Your goal:
From the data, copy out every line in which the word "function" appears.

Stored data:
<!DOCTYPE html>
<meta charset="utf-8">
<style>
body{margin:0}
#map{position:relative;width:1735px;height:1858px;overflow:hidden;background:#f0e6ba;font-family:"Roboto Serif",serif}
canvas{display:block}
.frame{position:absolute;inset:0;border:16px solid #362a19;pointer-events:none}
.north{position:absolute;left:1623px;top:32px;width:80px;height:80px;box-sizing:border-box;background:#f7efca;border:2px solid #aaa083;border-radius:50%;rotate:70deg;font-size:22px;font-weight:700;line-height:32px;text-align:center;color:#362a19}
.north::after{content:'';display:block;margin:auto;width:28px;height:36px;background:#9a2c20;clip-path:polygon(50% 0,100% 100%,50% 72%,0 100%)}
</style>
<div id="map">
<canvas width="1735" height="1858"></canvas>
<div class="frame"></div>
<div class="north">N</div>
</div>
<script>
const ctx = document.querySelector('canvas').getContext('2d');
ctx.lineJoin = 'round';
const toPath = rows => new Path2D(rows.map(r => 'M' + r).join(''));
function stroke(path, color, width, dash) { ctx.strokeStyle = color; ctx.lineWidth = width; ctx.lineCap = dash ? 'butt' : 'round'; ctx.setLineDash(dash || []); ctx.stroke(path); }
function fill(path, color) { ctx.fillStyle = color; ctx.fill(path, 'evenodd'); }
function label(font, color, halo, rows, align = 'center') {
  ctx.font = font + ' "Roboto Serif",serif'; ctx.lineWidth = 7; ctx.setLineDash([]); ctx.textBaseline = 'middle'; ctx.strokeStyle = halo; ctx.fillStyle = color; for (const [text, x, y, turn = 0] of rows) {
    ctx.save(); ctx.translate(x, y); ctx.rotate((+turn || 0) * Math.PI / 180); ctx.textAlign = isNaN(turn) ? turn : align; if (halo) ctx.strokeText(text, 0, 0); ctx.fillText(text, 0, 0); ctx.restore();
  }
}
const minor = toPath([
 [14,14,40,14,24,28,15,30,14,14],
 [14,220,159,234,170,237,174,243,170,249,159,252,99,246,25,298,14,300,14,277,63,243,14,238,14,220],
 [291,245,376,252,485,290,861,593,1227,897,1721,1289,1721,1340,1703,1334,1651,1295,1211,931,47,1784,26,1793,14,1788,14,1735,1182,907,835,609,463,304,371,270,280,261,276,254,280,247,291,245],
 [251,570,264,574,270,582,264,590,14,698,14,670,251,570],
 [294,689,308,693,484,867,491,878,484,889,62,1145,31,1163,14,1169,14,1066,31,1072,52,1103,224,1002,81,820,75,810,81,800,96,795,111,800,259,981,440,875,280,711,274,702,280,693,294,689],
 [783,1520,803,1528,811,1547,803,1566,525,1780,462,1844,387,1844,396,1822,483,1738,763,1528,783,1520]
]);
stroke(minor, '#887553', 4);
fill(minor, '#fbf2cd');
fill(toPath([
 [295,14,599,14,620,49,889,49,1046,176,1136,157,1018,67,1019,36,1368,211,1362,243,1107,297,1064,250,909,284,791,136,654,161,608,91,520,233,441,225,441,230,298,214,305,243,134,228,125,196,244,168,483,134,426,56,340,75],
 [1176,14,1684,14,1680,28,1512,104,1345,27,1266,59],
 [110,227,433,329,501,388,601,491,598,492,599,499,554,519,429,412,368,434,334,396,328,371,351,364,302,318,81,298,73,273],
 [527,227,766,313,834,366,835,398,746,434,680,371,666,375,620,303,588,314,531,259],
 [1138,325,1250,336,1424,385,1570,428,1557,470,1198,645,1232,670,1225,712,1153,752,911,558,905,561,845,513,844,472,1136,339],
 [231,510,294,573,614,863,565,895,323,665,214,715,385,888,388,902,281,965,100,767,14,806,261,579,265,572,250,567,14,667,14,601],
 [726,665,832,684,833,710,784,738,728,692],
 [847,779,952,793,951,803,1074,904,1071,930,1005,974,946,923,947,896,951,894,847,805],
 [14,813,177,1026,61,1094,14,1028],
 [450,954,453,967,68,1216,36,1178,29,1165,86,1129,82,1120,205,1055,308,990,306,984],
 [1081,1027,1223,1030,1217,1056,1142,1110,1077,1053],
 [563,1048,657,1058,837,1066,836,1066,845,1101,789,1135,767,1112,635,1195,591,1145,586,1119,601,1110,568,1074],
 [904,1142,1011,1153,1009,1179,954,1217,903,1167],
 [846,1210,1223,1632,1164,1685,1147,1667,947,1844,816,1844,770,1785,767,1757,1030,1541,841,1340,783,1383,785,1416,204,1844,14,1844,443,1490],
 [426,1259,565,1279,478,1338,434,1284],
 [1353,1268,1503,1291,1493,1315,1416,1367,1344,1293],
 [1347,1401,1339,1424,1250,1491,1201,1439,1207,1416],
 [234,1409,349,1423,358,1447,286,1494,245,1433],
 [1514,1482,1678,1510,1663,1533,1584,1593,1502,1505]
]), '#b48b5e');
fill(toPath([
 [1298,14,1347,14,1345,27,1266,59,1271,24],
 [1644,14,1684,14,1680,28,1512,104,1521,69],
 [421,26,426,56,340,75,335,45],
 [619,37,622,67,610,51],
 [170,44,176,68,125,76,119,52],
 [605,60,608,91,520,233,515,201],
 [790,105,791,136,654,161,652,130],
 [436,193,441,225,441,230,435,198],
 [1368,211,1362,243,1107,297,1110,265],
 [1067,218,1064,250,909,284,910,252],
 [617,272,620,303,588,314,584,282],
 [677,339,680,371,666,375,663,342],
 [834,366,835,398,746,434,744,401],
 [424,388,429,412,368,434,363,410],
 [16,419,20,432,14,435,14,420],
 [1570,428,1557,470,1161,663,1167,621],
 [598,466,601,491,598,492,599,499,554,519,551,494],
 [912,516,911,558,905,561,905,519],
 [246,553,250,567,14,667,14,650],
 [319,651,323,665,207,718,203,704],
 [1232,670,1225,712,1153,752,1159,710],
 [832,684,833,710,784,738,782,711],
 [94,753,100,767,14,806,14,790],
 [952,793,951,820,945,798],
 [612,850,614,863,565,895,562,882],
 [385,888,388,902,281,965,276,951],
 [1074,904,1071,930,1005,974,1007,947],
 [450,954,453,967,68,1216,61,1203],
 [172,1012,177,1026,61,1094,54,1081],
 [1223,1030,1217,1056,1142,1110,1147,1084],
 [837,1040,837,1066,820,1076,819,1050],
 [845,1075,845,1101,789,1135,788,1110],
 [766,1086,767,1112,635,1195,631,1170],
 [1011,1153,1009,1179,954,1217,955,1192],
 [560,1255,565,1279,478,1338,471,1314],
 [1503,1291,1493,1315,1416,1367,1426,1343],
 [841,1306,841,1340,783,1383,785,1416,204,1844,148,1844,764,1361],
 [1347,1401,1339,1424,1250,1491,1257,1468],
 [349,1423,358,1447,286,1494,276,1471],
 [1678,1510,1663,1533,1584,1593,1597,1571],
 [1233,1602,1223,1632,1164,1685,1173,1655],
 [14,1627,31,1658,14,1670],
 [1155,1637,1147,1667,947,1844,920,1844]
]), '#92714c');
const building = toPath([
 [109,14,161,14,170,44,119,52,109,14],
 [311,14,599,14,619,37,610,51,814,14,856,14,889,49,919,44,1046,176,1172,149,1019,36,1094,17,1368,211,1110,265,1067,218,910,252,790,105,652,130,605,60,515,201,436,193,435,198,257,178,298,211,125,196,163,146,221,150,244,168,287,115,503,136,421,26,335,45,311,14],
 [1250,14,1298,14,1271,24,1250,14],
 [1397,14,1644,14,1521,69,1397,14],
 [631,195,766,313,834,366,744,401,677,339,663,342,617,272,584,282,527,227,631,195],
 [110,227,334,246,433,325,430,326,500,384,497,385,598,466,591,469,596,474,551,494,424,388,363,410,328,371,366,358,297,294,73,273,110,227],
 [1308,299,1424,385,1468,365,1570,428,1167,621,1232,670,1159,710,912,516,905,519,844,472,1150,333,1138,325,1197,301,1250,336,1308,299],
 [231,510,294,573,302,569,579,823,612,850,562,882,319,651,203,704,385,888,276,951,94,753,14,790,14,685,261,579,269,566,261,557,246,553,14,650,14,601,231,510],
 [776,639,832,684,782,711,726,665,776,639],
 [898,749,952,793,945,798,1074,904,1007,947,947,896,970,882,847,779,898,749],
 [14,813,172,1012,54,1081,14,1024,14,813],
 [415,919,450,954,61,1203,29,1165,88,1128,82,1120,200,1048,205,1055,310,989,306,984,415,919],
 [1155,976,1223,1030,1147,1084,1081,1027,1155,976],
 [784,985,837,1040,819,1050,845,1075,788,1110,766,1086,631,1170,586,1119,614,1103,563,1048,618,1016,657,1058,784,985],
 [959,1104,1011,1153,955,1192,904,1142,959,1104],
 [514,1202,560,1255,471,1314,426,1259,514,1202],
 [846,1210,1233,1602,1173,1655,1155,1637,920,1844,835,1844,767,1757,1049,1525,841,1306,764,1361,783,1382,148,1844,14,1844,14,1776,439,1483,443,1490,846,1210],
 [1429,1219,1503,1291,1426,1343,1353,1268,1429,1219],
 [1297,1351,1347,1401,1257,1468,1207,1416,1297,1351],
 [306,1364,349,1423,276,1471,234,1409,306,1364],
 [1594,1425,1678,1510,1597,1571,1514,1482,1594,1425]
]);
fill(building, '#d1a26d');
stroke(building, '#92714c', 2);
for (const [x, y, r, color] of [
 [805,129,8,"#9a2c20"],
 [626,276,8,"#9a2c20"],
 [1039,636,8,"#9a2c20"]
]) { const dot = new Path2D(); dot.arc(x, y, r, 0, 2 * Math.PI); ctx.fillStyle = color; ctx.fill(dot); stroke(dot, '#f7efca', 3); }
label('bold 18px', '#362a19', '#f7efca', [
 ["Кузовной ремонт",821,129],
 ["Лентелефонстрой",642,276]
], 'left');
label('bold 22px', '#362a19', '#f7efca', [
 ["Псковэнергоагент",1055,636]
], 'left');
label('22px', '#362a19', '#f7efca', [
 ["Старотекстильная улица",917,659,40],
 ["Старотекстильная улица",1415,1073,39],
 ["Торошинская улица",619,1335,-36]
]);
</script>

Answer to the exercise:
function stroke(path, color, width, dash) { ctx.strokeStyle = color; ctx.lineWidth = width; ctx.lineCap = dash ? 'butt' : 'round'; ctx.setLineDash(dash || []); ctx.stroke(path); }
function fill(path, color) { ctx.fillStyle = color; ctx.fill(path, 'evenodd'); }
function label(font, color, halo, rows, align = 'center') {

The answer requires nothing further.